Facebook - when it makes your teenager feel worse, and when it makes them feel better

I'm not a statistician but I can say with confidence that roughly 100% of teenagers use social networking sites :)

By social networking sites I'm talking about those apps and programs which teens use to share videos, memes, thoughts and photos - and to communicate with others.

Most typically this is facebook and instagram, but there are many others.

As parents and carers, it's easy to see these sites as either "all good" (everyone uses it, our teens are fine) or "all bad" (these are terrible sites and they make our teens feel terrible, and expose them to conflict and undesirable adult content).

The truth is more complicated and it takes more time to tease out.

There are quite a few disadvantages of social networking for teens, but also some advantages. In this blog, I'm just going to look at the advantages and disadvantages for teens in terms of how social networking affects their mood.

What the research is starting to tell us is that social networking can make teenagers feel good - reduce stress, anxiety and depression, and make them feel more positive about life - AND it can also make them feel bad - increase stress, anxiety and depression.

Let's look at this in a little more detail.

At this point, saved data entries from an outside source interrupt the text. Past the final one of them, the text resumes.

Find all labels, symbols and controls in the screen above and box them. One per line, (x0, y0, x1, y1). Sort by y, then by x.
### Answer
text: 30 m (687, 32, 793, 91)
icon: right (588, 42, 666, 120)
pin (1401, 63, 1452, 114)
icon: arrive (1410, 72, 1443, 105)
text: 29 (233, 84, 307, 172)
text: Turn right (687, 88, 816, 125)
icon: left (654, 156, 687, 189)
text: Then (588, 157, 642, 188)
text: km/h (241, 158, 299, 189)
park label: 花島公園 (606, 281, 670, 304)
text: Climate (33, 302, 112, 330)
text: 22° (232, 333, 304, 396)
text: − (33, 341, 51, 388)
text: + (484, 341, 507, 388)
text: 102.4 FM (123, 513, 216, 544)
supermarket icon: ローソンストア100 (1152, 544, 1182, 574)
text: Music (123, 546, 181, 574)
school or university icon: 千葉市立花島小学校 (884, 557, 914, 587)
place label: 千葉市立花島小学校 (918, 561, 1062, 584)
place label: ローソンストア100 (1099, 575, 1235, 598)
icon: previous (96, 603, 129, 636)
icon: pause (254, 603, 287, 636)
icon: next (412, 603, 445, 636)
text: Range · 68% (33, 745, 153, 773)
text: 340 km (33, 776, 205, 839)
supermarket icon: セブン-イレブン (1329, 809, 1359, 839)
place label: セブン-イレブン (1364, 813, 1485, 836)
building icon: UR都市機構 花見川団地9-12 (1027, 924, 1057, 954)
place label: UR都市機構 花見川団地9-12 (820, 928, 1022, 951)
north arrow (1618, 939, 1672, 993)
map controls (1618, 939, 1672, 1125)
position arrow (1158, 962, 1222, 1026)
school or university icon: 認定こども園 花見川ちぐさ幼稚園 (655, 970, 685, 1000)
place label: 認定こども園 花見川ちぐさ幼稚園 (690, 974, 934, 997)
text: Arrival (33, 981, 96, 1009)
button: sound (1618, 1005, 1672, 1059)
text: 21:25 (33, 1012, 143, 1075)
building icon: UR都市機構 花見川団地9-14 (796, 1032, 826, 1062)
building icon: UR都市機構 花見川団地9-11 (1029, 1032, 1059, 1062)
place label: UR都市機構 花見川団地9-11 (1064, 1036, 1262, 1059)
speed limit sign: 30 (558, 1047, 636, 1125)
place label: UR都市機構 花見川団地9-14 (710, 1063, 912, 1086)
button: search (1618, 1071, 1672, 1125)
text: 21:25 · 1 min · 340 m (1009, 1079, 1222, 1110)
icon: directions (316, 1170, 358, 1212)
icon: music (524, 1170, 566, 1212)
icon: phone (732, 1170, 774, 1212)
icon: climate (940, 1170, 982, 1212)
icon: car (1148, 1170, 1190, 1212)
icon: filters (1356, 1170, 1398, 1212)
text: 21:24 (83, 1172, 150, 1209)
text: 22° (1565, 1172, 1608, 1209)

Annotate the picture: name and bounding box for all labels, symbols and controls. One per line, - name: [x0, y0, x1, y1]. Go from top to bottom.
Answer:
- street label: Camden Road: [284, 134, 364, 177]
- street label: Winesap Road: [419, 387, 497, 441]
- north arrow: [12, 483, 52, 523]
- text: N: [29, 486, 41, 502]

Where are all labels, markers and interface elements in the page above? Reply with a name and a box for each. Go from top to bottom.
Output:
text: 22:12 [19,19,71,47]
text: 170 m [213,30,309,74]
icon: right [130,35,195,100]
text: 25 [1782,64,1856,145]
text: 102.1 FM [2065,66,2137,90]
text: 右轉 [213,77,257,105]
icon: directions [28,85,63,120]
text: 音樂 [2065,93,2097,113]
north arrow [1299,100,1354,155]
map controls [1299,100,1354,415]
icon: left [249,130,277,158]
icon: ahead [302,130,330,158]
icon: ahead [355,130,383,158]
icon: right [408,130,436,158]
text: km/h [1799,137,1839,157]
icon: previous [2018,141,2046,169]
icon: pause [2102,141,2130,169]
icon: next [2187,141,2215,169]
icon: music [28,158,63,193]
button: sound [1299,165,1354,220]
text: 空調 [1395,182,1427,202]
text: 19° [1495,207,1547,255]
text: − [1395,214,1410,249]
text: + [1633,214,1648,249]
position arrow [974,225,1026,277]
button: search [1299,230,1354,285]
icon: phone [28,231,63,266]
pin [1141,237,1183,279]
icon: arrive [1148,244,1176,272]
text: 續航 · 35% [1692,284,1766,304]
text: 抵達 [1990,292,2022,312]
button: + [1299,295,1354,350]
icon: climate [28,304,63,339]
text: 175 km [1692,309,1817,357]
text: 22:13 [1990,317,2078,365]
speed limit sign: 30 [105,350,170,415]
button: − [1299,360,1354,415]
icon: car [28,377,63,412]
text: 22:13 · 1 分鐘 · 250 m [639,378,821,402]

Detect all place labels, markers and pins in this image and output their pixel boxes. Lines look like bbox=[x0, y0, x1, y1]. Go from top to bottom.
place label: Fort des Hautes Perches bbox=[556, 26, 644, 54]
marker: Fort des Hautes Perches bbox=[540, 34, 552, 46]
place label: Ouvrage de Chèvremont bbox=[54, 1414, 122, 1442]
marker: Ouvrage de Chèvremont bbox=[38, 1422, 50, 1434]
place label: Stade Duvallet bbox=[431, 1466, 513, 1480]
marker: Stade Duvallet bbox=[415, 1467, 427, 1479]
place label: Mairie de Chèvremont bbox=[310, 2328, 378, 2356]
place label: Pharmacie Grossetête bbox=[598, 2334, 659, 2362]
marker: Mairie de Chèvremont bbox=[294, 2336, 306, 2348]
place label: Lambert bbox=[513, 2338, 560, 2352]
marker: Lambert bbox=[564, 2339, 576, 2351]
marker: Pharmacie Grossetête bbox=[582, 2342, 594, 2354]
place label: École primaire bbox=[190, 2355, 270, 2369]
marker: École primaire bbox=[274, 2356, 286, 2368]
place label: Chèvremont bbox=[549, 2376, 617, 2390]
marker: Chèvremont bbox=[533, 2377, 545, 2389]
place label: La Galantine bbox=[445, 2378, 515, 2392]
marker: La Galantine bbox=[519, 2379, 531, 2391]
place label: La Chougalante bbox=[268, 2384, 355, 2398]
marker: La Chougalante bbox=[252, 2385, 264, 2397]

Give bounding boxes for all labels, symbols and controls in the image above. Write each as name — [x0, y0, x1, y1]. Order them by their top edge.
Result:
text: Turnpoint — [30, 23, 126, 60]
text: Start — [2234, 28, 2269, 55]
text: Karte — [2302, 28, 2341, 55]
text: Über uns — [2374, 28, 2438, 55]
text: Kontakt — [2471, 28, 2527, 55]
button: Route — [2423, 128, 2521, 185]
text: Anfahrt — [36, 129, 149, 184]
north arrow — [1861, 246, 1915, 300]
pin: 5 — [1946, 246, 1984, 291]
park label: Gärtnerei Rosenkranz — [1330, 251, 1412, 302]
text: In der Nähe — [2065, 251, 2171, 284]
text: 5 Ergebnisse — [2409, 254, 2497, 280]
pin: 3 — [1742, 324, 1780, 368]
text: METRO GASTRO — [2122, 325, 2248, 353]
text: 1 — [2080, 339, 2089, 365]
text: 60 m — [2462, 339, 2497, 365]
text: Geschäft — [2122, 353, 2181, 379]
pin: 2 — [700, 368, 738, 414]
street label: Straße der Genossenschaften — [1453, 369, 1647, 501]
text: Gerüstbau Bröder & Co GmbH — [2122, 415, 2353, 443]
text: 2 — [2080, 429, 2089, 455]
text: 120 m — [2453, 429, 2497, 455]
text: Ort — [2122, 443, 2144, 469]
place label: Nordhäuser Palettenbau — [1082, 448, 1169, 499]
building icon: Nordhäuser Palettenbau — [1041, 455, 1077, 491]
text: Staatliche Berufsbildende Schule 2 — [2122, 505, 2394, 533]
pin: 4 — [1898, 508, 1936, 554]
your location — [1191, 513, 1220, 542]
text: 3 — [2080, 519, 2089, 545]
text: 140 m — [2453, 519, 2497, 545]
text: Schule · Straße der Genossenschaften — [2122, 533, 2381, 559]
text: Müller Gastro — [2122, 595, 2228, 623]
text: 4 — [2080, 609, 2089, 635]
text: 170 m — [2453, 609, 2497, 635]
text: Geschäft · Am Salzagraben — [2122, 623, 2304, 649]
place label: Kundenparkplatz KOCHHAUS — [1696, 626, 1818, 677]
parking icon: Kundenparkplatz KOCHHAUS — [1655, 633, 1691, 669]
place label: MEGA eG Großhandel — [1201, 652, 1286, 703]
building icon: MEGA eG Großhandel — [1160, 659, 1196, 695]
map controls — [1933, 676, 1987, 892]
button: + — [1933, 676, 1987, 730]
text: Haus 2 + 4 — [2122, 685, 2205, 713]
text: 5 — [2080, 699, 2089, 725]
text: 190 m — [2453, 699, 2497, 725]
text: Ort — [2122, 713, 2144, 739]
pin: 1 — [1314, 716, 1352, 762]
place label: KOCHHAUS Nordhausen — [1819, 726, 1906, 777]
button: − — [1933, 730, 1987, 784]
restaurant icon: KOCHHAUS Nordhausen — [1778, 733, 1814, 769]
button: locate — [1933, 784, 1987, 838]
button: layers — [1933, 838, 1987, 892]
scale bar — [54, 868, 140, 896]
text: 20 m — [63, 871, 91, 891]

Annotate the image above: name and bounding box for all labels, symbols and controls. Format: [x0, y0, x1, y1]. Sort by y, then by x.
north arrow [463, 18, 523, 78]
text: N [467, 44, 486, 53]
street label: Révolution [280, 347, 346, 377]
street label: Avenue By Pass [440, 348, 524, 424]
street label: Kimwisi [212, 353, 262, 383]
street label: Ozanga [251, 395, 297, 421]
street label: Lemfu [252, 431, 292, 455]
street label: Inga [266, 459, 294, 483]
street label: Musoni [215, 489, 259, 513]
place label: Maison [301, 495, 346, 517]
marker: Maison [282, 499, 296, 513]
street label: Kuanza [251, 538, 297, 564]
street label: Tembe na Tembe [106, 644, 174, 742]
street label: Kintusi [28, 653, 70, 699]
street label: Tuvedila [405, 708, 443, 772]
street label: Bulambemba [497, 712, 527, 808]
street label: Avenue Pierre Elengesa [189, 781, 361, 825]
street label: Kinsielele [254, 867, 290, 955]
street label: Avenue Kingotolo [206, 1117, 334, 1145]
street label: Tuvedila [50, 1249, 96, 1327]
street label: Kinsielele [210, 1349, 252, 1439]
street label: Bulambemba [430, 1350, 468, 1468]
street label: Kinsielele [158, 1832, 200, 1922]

When teenagers use facebook to actively communicate with their friends, organise social events and seek out support from their friends - and they get positive responses from others - they feel good.  This can make teens feel good about themselves, feel good about friendships and reduce daily stress, anxiety and even reduce levels of depression.

This makes sense.  

Friendships, conversation and social connections have always made humans feel better. This works online just as well as it does offline.

However, when teenagers passively spend time on facebook - scrolling and reading - without actively commenting or messaging - then they often feel worse.  This may be partly due to something called "social comparison", where teens are noticing other people having fun, looking better than them (so they believe) and being together, and they feel worse about themselves in comparison.  Research also shows that teens also may feel, after a period of time that they have spent "meaningless" time on facebook, which goes on to make them feel worse (this is the "I'm wasting my life away on facebook" feeling which many of us can relate to at times!).  Finally, if teens do seek out actively seek out social support on facebook - and don't get it - then they also feel more depressed.

So as you can see, social networking sites don't consistently makes teens feel better or worse - it depends on how they feel initially, what they do on these sites and how much they are supported online.

Pretty much like friendships in real life.

What can we do as parents and carers of young people?  Here are a few ideas:

1. Help teens be aware of the dangers of facebook in reducing their mood.  Explain how sometimes social networking can make us feel worse - either by us comparing ourselves to others, feeling like we are wasting time or by being rejected or not supported by others.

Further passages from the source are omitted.